━━ THE RECORDS ━━

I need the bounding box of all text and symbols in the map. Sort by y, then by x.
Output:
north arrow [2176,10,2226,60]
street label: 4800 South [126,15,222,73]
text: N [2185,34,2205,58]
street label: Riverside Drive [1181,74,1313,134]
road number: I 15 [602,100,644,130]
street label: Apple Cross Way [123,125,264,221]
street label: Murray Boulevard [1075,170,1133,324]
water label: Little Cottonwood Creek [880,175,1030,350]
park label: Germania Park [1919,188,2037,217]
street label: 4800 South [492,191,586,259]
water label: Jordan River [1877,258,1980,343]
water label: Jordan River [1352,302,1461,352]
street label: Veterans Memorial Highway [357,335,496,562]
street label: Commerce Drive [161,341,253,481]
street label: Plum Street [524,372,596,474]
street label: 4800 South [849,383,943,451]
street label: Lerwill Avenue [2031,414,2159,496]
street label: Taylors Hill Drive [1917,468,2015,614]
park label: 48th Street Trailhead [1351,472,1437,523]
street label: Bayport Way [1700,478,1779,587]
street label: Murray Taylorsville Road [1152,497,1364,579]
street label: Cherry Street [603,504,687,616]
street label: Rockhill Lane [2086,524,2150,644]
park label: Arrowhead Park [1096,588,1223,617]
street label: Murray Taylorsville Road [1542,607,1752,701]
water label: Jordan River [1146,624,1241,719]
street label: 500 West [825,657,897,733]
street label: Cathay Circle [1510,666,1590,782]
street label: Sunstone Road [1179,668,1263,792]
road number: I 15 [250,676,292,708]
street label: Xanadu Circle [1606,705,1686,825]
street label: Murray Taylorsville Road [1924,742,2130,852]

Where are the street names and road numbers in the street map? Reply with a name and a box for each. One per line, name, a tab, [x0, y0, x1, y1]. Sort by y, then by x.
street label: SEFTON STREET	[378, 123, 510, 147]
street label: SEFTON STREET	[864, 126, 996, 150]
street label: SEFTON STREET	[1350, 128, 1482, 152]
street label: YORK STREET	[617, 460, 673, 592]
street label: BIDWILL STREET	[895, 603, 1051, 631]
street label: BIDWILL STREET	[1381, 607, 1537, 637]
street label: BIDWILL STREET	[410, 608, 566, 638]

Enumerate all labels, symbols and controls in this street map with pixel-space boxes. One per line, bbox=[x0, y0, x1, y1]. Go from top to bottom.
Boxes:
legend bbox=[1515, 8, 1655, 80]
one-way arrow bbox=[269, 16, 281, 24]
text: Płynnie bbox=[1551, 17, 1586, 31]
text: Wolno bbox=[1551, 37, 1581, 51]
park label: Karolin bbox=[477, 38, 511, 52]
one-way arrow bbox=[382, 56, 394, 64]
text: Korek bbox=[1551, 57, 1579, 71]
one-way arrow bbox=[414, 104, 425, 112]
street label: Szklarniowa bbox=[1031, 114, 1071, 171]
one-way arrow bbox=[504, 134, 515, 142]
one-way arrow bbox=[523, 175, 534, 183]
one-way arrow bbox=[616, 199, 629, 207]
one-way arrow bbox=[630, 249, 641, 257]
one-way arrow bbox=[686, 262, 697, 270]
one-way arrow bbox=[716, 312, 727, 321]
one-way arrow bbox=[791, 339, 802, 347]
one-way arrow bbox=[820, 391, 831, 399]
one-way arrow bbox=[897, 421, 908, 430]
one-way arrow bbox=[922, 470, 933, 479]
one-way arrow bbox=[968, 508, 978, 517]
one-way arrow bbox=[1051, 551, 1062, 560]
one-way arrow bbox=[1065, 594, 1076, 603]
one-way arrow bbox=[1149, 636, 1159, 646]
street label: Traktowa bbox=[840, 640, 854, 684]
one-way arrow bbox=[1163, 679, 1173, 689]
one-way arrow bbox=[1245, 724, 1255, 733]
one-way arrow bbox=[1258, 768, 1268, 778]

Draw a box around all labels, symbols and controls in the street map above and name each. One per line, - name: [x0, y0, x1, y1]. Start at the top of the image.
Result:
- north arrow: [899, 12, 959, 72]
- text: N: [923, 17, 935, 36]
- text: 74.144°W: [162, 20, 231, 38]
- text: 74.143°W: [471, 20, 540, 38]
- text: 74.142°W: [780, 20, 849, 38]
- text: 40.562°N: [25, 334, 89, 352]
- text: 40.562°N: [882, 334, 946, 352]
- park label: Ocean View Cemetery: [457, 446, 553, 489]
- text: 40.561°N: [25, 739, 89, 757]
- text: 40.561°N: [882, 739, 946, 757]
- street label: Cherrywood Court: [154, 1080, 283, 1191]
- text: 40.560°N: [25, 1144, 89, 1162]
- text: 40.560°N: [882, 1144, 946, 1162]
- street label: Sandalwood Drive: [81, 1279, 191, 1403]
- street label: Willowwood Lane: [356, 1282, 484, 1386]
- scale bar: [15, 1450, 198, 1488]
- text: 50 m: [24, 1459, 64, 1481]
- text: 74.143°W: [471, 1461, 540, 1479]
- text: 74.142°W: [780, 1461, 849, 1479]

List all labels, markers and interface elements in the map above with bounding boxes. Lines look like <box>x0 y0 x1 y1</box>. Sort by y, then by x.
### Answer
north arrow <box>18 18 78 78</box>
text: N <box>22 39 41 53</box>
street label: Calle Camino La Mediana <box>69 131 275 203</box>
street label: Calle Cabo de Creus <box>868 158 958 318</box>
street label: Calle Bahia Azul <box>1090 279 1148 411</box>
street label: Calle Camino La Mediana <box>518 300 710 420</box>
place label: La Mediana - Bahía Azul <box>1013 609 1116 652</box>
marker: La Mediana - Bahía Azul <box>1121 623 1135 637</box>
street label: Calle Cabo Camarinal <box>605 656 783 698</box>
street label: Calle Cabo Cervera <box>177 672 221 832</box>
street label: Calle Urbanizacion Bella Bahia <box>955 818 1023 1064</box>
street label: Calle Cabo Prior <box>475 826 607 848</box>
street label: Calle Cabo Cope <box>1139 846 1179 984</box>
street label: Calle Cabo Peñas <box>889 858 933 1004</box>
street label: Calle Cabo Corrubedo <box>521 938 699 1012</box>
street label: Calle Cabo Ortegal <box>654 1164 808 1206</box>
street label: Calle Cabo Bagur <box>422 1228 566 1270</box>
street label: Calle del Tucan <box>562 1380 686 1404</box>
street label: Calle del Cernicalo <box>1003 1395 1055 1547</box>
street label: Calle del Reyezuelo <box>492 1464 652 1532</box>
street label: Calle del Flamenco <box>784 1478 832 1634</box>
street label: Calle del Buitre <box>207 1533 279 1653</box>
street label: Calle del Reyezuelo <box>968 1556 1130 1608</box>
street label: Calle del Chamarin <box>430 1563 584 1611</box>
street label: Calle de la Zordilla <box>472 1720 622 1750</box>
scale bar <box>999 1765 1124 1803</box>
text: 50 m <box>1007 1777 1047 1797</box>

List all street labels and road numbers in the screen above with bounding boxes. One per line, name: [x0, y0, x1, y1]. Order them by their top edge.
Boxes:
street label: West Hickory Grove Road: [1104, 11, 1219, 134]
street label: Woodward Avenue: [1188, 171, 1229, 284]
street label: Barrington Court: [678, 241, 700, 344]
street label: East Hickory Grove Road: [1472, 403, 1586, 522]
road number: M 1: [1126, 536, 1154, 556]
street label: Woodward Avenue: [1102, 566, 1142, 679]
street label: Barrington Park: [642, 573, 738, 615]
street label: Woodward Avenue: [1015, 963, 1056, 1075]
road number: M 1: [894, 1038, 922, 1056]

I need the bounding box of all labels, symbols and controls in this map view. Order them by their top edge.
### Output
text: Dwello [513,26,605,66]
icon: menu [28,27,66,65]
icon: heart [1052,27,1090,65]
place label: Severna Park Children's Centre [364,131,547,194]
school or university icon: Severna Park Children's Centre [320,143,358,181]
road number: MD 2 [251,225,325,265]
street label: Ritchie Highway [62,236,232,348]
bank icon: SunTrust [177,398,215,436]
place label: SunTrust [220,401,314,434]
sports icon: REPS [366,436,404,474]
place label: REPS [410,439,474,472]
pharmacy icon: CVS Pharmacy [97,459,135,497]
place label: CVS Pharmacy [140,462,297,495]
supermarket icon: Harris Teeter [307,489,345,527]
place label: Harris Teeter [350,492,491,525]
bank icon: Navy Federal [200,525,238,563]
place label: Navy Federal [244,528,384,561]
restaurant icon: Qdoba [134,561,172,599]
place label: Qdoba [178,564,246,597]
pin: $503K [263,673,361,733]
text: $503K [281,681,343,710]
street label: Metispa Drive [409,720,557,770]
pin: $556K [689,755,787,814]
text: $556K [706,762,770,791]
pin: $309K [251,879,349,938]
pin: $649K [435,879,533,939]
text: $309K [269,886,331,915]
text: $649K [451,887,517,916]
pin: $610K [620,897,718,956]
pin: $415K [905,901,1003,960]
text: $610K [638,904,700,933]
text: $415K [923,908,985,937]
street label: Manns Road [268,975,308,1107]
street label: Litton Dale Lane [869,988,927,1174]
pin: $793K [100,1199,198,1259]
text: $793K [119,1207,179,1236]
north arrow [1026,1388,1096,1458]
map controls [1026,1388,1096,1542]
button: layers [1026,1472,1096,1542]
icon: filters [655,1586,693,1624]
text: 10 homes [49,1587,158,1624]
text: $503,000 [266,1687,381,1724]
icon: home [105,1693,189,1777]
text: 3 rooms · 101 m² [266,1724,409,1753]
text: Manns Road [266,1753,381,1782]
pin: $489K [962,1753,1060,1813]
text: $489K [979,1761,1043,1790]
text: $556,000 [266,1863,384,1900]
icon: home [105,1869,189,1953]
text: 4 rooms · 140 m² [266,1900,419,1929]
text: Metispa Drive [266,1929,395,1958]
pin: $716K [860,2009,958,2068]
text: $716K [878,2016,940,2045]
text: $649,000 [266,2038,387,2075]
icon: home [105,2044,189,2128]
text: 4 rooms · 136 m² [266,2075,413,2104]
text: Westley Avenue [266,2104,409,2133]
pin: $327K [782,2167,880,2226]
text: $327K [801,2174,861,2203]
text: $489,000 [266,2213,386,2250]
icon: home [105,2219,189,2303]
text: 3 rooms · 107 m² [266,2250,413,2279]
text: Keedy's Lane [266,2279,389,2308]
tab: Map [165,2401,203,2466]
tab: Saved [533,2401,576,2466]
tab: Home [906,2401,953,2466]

━━━

### EXERCISE DIRECTIONS
Using only the data above, copy out the lines that include the word "South".

### THE ANSWER
street label: 4800 South [126,15,222,73]
street label: 4800 South [492,191,586,259]
street label: 4800 South [849,383,943,451]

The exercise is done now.